John Derbyshire: An Off-Topic But Original Observation About Genesis

By John Derbyshire

09/25/2012

Another totally off-topic post. Yeah, yeah, I'll get my own blog. Meantime, thanks to VDARE.com for their hospitality.

People have been scrutinizing the Bible for quite a few centuries now. It would seem to be impossible that anyone could come up with an original observation about any biblical story. One of my readers may have done just that, though. At any rate, his observation is new to me.

Background: My daughter recently acquired a pet snake, a ball python. I wrote about this in a Taki’s Magazine piece, with some commentary on the snake being fed with a live mouse.

My reader liked the piece and emailed in thus (reproduced with his permission ? thanks, Paul):

I enjoyed the snake piece very much and sent it to my 30-year-old son, who, at about your daughter’s age, also had a python. What struck me about his pet’s feeding was (a) that the mouse seemed to have no anticipation of what awaited it and frisked about merrily (apparently) until, suddenly, its bones were quickly crushed; and (b) that the poor snake in order to nourish itself had to go through a long and painful process which resembled giving birth in reverse, even to the need for a long rest in recovery afterwards.

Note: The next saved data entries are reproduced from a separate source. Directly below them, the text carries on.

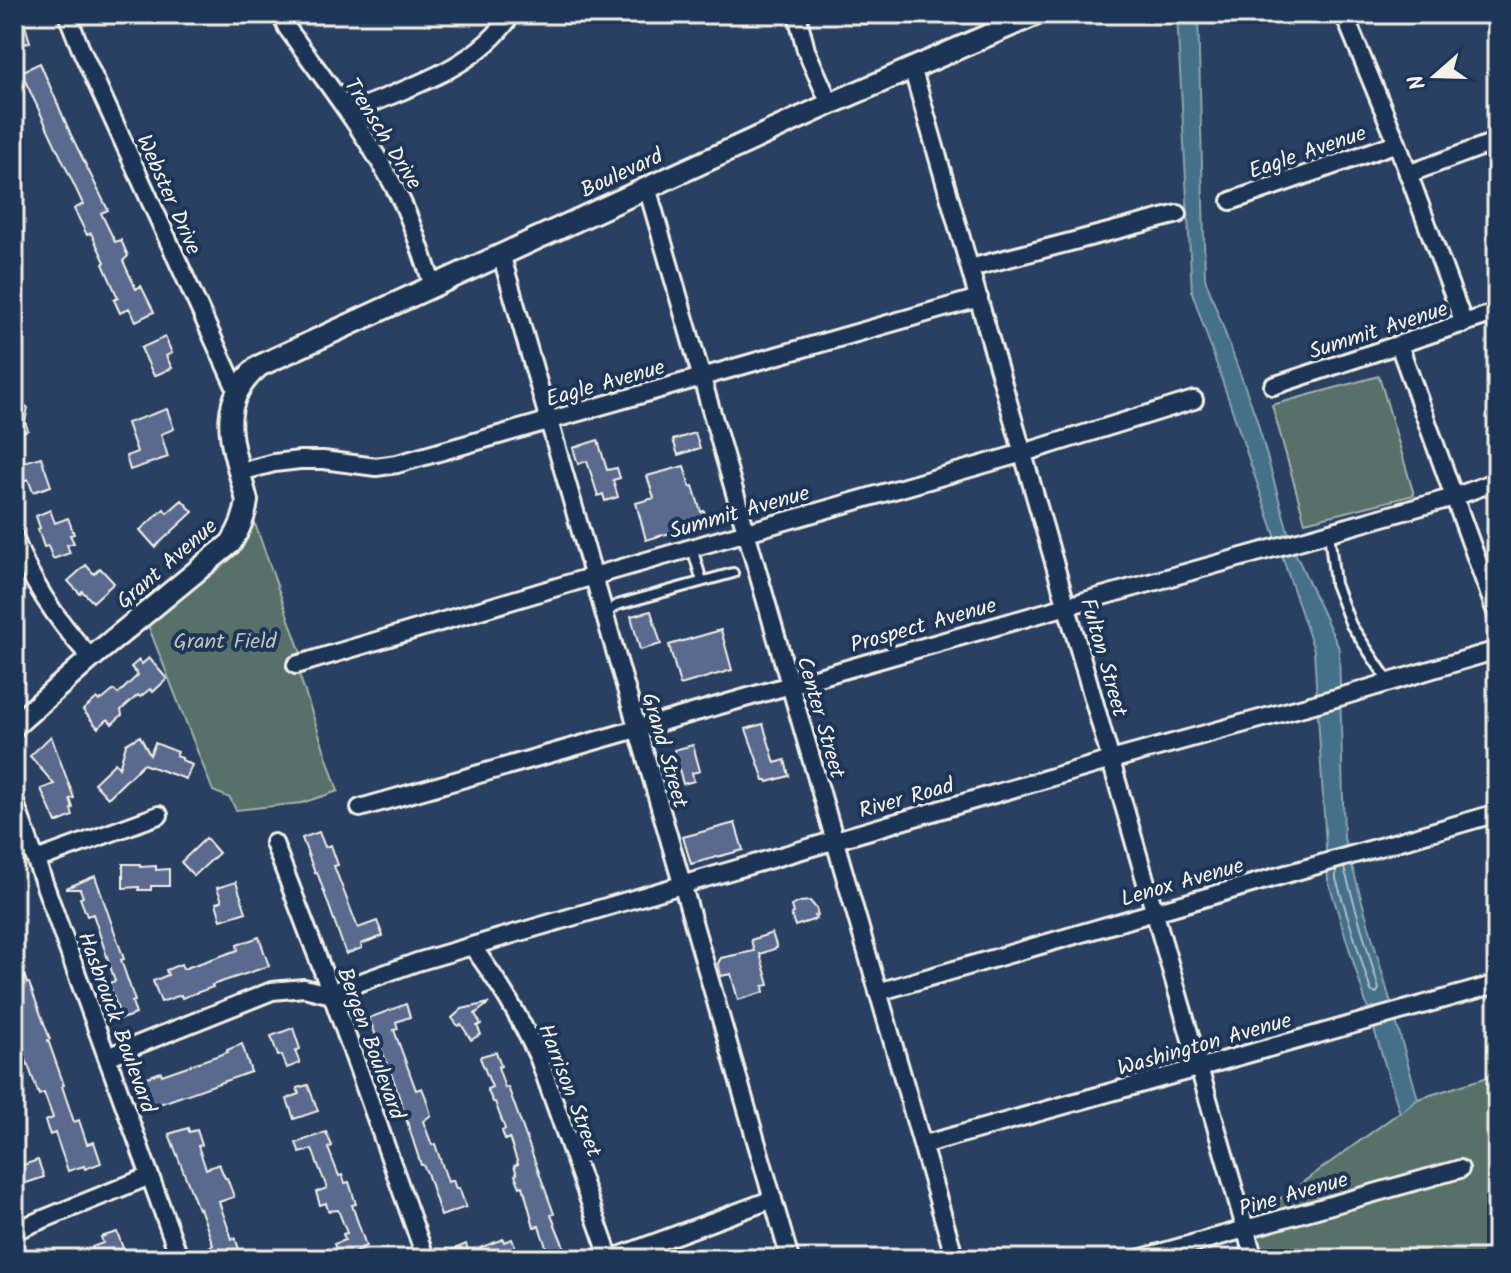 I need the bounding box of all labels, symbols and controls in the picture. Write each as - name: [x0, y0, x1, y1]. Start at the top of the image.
- north arrow: [1395, 36, 1475, 116]
- text: N: [1400, 69, 1437, 94]
- street label: Trensch Drive: [334, 71, 430, 197]
- street label: Eagle Avenue: [1244, 117, 1372, 190]
- street label: Webster Drive: [126, 129, 210, 261]
- street label: Boulevard: [575, 139, 670, 209]
- street label: Summit Avenue: [1305, 292, 1453, 370]
- street label: Eagle Avenue: [542, 351, 669, 418]
- street label: Summit Avenue: [665, 477, 814, 550]
- street label: Grant Avenue: [109, 511, 226, 619]
- street label: Prospect Avenue: [846, 589, 1001, 664]
- street label: Fulton Street: [1069, 594, 1136, 722]
- park label: Grant Field: [173, 625, 278, 660]
- street label: Center Street: [786, 653, 854, 783]
- street label: Grand Street: [630, 689, 697, 813]
- street label: River Road: [855, 769, 959, 830]
- street label: Lenox Avenue: [1117, 849, 1248, 918]
- street label: Hasbrouck Boulevard: [67, 927, 165, 1119]
- street label: Bergen Boulevard: [326, 963, 414, 1126]
- street label: Washington Avenue: [1113, 1004, 1296, 1087]
- street label: Harrison Street: [527, 1019, 610, 1163]
- street label: Pine Avenue: [1235, 1163, 1353, 1228] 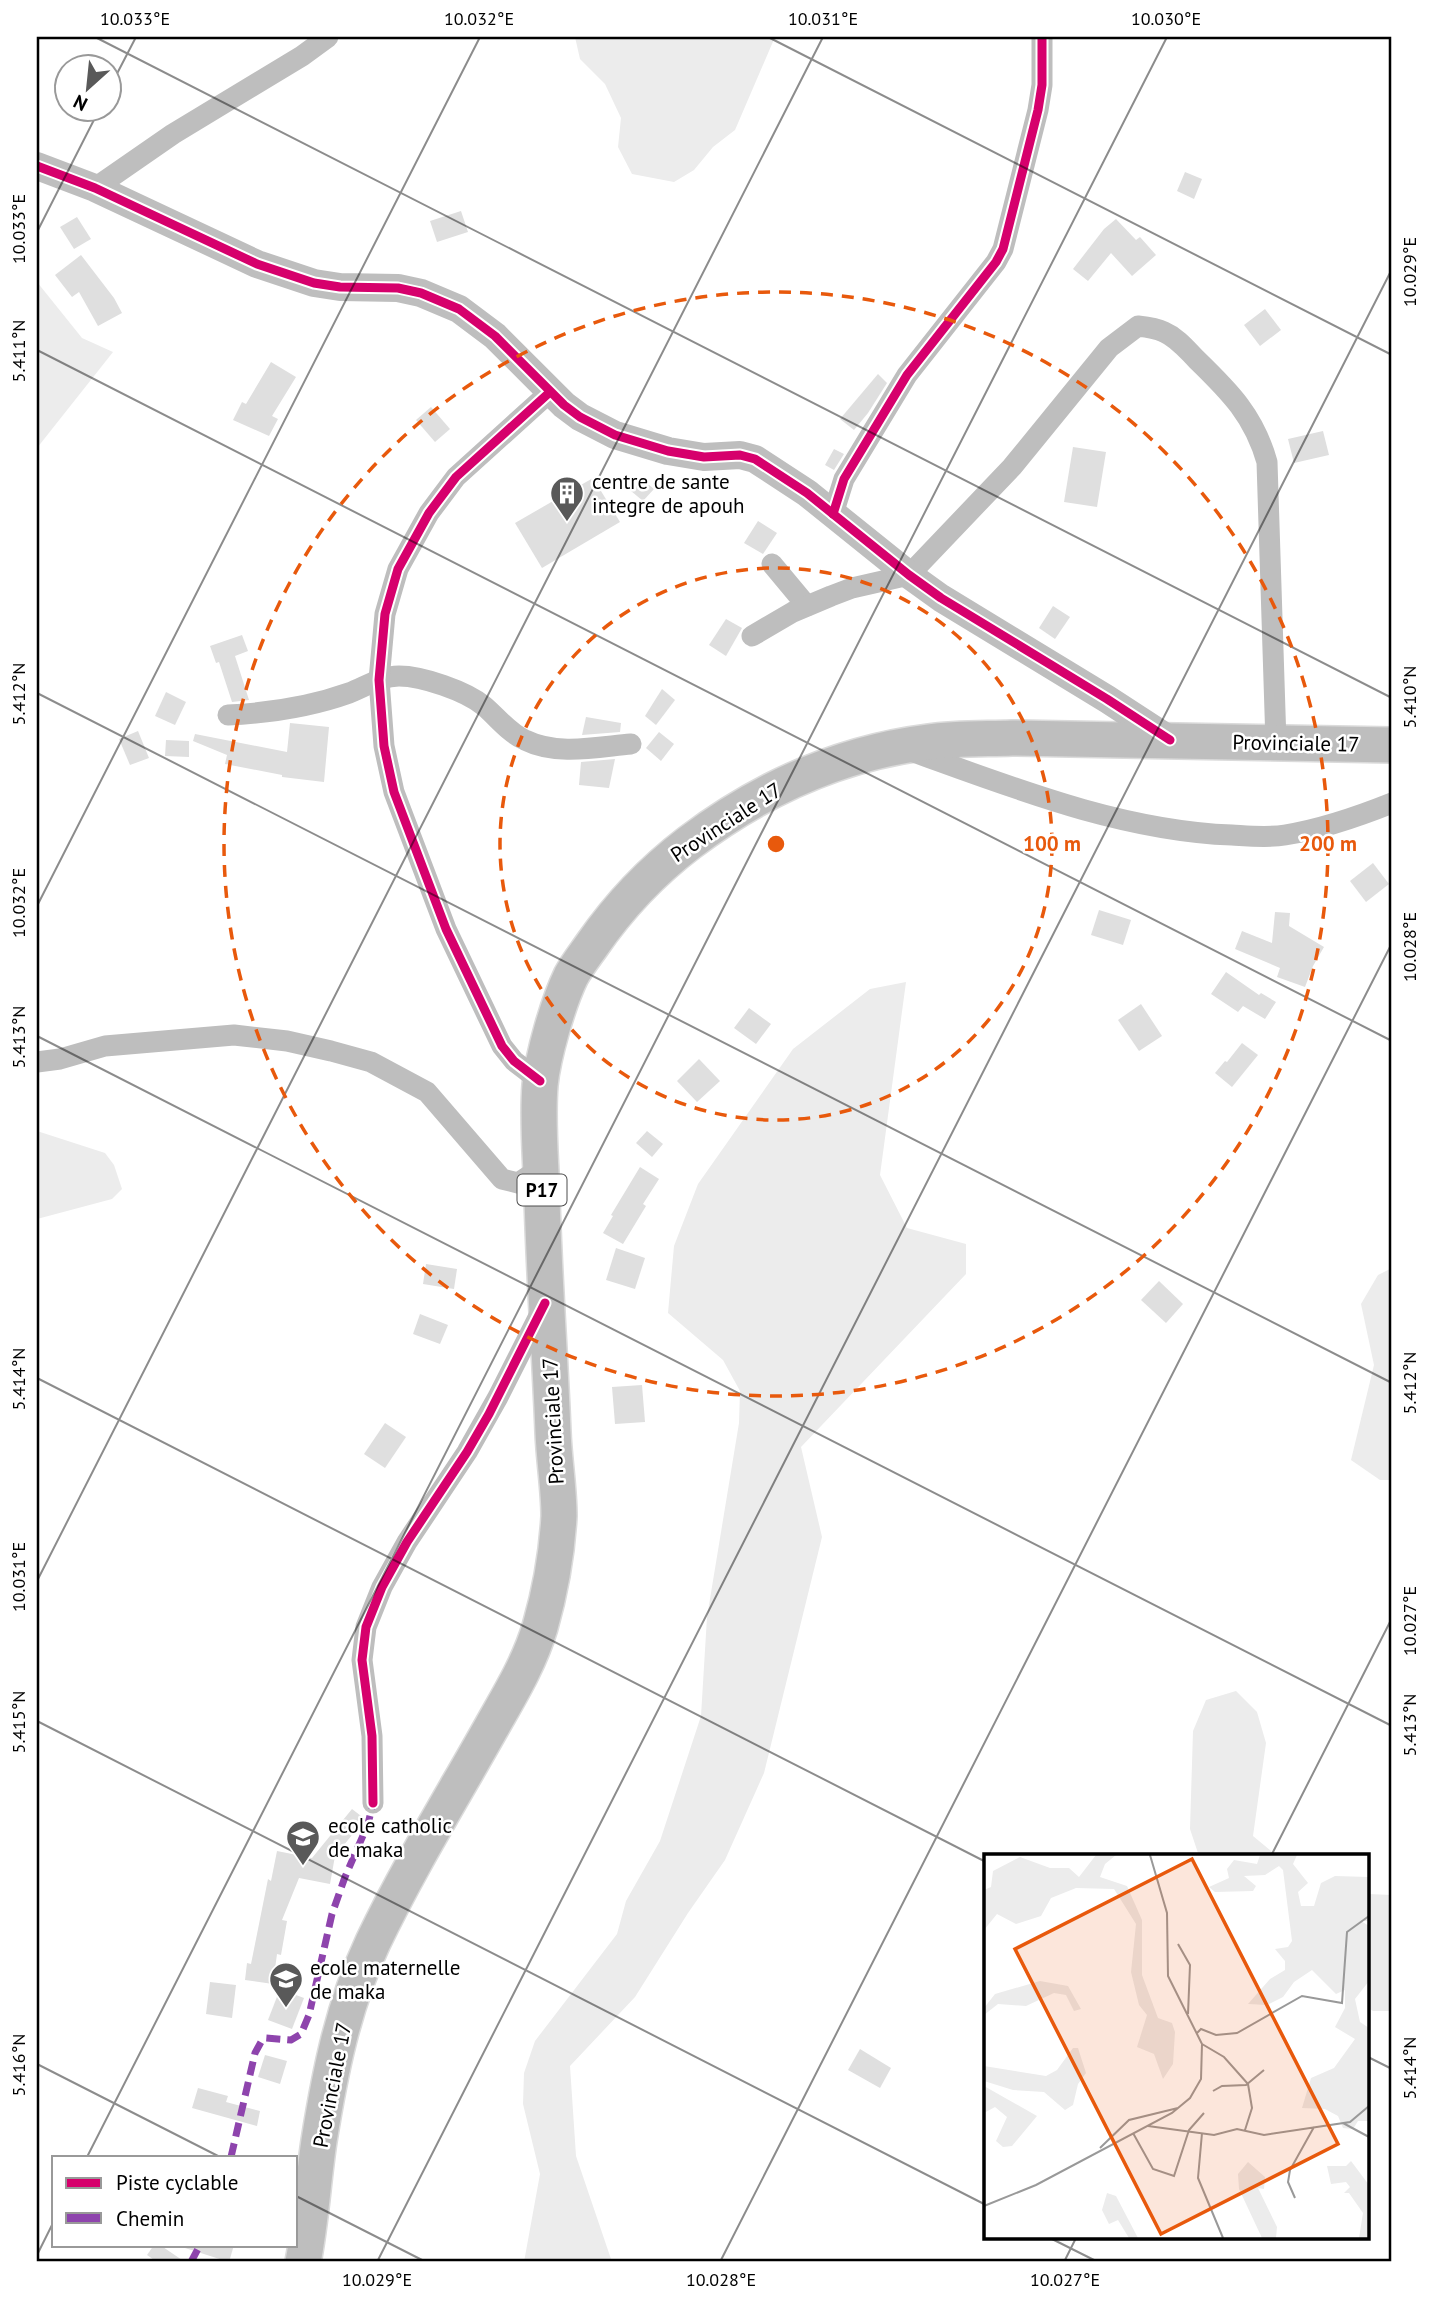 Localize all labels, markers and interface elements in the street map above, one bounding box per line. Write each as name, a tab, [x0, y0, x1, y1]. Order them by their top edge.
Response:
text: 10.033°E	[100, 7, 170, 30]
text: 10.032°E	[444, 7, 514, 30]
text: 10.031°E	[788, 7, 858, 30]
text: 10.030°E	[1131, 7, 1201, 30]
north arrow	[52, 52, 122, 122]
text: N	[69, 90, 91, 117]
text: 10.033°E	[7, 194, 30, 264]
text: 10.029°E	[1398, 237, 1421, 307]
text: 5.411°N	[7, 320, 30, 382]
place label: centre de sante integre de apouh	[592, 468, 745, 519]
building icon: centre de sante integre de apouh	[548, 474, 586, 523]
text: 5.412°N	[7, 663, 30, 725]
text: 5.410°N	[1398, 666, 1421, 728]
street label: Provinciale 17	[1232, 728, 1360, 758]
street label: Provinciale 17	[665, 776, 787, 868]
text: 100 m	[1023, 830, 1081, 857]
text: 200 m	[1299, 830, 1357, 857]
centre of rings	[764, 832, 788, 856]
text: 10.032°E	[7, 868, 30, 938]
text: 10.028°E	[1398, 912, 1421, 982]
text: 5.413°N	[7, 1006, 30, 1068]
road number: P17	[518, 1174, 566, 1206]
text: 5.414°N	[7, 1348, 30, 1410]
text: 5.412°N	[1398, 1352, 1421, 1414]
street label: Provinciale 17	[536, 1357, 570, 1485]
text: 10.031°E	[7, 1542, 30, 1612]
text: 10.027°E	[1398, 1586, 1421, 1656]
text: 5.415°N	[7, 1691, 30, 1753]
text: 5.413°N	[1398, 1694, 1421, 1756]
place label: ecole catholic de maka	[328, 1812, 452, 1863]
school or university icon: ecole catholic de maka	[284, 1818, 322, 1867]
inset map	[984, 1854, 1370, 2240]
place label: ecole maternelle de maka	[310, 1954, 460, 2005]
school or university icon: ecole maternelle de maka	[267, 1960, 305, 2009]
street label: Provinciale 17	[307, 2020, 357, 2150]
text: 5.416°N	[7, 2034, 30, 2096]
text: 5.414°N	[1398, 2037, 1421, 2099]
legend	[52, 2156, 298, 2246]
text: Piste cyclable	[116, 2169, 238, 2196]
text: Chemin	[116, 2205, 184, 2232]
text: 10.029°E	[342, 2268, 412, 2291]
text: 10.028°E	[686, 2268, 756, 2291]
text: 10.027°E	[1030, 2268, 1100, 2291] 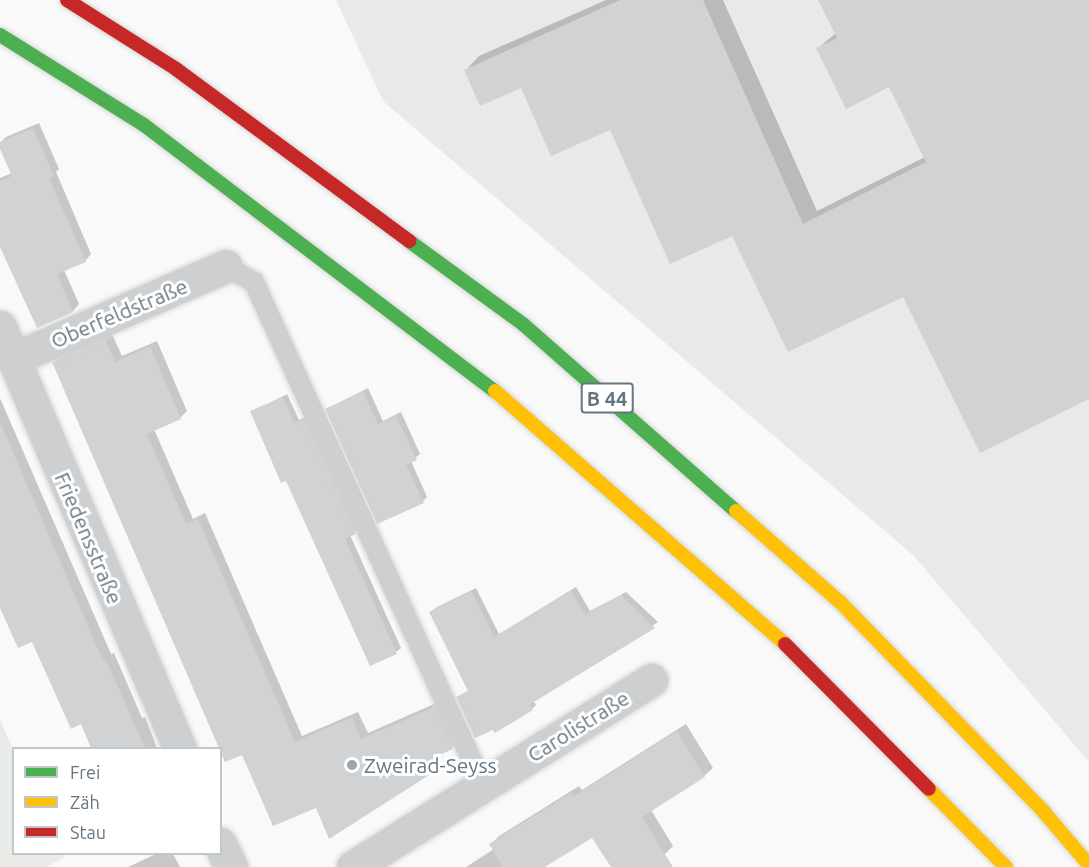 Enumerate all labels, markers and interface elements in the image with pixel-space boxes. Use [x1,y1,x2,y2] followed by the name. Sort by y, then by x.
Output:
[47,273,191,353] street label: Oberfeldstraße
[580,381,634,415] road number: B 44
[50,468,128,608] street label: Friedensstraße
[523,685,633,767] street label: Carolistraße
[12,747,222,855] legend
[364,752,497,778] place label: Zweirad-Seyss
[345,758,359,772] marker: Zweirad-Seyss
[70,762,100,782] text: Frei
[70,792,100,812] text: Zäh
[70,822,106,842] text: Stau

This made me wonder if the Book of Genesis wasn’t on to something more natural-history oriented than one would have suspected, in its coupling the curse on the woman with the curse on the serpent. I was moved to more pity for the snake than for the mouse.

I’m not sure I want to think too much about that; but such originality in observation doesn’t come along every day, so I record Paul’s here for posterity.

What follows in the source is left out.